Exercise instructions
Lines with the word "evenodd": copy all of them from the entries below.

#### Information provided ####

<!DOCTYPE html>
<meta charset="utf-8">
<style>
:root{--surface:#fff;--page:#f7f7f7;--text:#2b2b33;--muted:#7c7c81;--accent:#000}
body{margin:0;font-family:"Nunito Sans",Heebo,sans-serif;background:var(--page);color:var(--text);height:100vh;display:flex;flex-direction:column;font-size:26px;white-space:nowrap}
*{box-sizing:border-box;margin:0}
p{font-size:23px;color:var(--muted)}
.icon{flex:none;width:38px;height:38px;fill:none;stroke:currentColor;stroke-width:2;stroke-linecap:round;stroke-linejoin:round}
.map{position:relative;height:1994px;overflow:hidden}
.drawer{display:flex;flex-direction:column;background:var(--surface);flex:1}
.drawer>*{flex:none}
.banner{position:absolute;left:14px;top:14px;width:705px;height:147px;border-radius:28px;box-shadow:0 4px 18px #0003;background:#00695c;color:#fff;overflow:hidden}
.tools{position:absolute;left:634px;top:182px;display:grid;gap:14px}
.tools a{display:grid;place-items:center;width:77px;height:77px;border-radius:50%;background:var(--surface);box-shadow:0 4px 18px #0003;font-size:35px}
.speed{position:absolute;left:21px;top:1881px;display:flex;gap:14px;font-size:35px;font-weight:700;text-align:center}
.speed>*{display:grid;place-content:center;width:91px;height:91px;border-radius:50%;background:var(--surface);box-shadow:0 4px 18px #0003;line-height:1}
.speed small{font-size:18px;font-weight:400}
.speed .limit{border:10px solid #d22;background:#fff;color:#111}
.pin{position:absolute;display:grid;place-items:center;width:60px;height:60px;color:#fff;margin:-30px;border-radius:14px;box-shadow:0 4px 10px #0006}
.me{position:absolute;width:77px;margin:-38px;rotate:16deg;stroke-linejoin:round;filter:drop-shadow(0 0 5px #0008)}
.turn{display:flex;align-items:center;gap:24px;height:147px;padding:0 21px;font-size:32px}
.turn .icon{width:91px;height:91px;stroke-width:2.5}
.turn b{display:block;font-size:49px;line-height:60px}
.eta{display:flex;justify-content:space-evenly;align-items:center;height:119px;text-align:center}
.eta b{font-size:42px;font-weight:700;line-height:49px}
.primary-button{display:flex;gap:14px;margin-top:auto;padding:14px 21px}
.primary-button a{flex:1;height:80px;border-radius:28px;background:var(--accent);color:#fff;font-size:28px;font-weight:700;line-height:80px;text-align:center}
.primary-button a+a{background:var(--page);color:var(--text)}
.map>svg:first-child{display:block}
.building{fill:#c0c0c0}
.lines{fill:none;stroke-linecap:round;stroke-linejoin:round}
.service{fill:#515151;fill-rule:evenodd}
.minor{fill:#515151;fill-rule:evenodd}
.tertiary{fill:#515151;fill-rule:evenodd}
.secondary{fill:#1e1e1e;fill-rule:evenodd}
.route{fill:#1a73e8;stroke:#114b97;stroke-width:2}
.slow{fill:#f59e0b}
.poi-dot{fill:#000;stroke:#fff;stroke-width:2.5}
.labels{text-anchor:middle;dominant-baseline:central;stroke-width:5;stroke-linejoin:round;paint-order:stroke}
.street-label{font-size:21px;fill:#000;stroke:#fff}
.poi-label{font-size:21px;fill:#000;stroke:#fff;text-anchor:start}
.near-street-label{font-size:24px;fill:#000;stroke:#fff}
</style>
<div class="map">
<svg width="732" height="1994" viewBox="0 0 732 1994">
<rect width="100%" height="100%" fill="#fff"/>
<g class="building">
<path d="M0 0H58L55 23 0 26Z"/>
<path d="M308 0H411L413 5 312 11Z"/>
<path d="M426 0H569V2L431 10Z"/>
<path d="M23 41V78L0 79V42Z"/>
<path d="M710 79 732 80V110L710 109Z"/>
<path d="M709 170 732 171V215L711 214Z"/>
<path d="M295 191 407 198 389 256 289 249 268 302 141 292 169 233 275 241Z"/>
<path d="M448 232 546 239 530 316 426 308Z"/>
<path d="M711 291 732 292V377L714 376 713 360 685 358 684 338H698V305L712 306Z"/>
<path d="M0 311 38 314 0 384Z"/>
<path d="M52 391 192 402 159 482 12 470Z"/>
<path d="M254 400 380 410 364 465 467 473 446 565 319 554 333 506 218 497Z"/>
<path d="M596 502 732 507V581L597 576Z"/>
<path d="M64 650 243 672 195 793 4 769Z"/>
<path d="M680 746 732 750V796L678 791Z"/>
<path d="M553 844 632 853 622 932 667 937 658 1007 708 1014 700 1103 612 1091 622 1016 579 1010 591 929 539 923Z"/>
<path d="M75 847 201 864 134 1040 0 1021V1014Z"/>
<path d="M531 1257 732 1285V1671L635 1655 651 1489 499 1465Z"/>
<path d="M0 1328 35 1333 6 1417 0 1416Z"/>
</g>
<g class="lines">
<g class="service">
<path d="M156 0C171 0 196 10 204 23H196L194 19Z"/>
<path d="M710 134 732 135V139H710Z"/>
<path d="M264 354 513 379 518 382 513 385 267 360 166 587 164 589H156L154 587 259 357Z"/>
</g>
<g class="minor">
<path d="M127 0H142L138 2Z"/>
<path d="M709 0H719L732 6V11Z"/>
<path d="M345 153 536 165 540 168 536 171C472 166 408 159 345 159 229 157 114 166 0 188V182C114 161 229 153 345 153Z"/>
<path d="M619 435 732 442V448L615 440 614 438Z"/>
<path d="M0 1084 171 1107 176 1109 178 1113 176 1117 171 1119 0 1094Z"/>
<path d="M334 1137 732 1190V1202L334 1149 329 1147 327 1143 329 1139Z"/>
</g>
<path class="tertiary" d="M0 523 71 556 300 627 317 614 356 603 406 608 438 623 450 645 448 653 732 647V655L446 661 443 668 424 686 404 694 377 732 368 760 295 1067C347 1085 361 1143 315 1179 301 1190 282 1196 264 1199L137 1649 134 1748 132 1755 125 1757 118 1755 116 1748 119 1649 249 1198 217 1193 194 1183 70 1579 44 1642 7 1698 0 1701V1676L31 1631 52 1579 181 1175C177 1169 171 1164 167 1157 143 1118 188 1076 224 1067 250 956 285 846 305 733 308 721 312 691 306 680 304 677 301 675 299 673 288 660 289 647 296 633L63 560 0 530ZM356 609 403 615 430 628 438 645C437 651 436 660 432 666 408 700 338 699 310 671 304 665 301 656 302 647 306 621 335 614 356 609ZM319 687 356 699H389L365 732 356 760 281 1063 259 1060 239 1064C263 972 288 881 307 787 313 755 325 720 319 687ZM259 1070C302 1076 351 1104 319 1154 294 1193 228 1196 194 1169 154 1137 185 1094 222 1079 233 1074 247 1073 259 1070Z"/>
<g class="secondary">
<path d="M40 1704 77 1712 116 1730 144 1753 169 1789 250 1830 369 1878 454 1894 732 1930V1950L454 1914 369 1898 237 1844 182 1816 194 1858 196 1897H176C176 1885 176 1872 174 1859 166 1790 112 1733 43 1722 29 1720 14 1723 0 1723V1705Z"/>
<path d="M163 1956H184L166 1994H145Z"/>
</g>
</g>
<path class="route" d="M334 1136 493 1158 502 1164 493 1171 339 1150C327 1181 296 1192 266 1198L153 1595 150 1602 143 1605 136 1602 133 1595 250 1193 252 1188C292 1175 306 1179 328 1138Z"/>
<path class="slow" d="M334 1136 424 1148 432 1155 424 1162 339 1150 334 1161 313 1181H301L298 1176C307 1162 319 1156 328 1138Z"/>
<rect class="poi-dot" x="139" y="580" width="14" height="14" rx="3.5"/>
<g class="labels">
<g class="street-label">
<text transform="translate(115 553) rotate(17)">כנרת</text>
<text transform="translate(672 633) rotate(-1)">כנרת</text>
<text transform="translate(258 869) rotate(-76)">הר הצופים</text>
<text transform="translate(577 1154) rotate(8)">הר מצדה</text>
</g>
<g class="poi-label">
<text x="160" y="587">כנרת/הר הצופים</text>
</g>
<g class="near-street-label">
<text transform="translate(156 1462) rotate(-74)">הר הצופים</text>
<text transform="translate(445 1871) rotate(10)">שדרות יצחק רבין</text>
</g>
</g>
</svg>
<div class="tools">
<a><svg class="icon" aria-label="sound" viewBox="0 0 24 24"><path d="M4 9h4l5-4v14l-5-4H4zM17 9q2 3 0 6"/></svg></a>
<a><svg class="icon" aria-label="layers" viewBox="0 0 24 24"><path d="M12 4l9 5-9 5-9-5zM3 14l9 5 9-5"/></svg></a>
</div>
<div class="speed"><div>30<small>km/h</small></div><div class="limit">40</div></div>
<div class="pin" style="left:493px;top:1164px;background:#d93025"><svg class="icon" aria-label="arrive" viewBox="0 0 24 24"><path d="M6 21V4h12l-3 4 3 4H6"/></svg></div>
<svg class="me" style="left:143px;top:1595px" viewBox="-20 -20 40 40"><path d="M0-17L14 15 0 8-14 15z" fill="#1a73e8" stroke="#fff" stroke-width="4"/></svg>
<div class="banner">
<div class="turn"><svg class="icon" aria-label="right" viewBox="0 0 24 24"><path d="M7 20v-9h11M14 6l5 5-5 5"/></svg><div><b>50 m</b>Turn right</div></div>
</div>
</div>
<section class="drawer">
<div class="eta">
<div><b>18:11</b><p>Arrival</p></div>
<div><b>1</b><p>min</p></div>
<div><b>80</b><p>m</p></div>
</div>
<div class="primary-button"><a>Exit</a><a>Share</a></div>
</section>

####

Task result
.service{fill:#515151;fill-rule:evenodd}
.minor{fill:#515151;fill-rule:evenodd}
.tertiary{fill:#515151;fill-rule:evenodd}
.secondary{fill:#1e1e1e;fill-rule:evenodd}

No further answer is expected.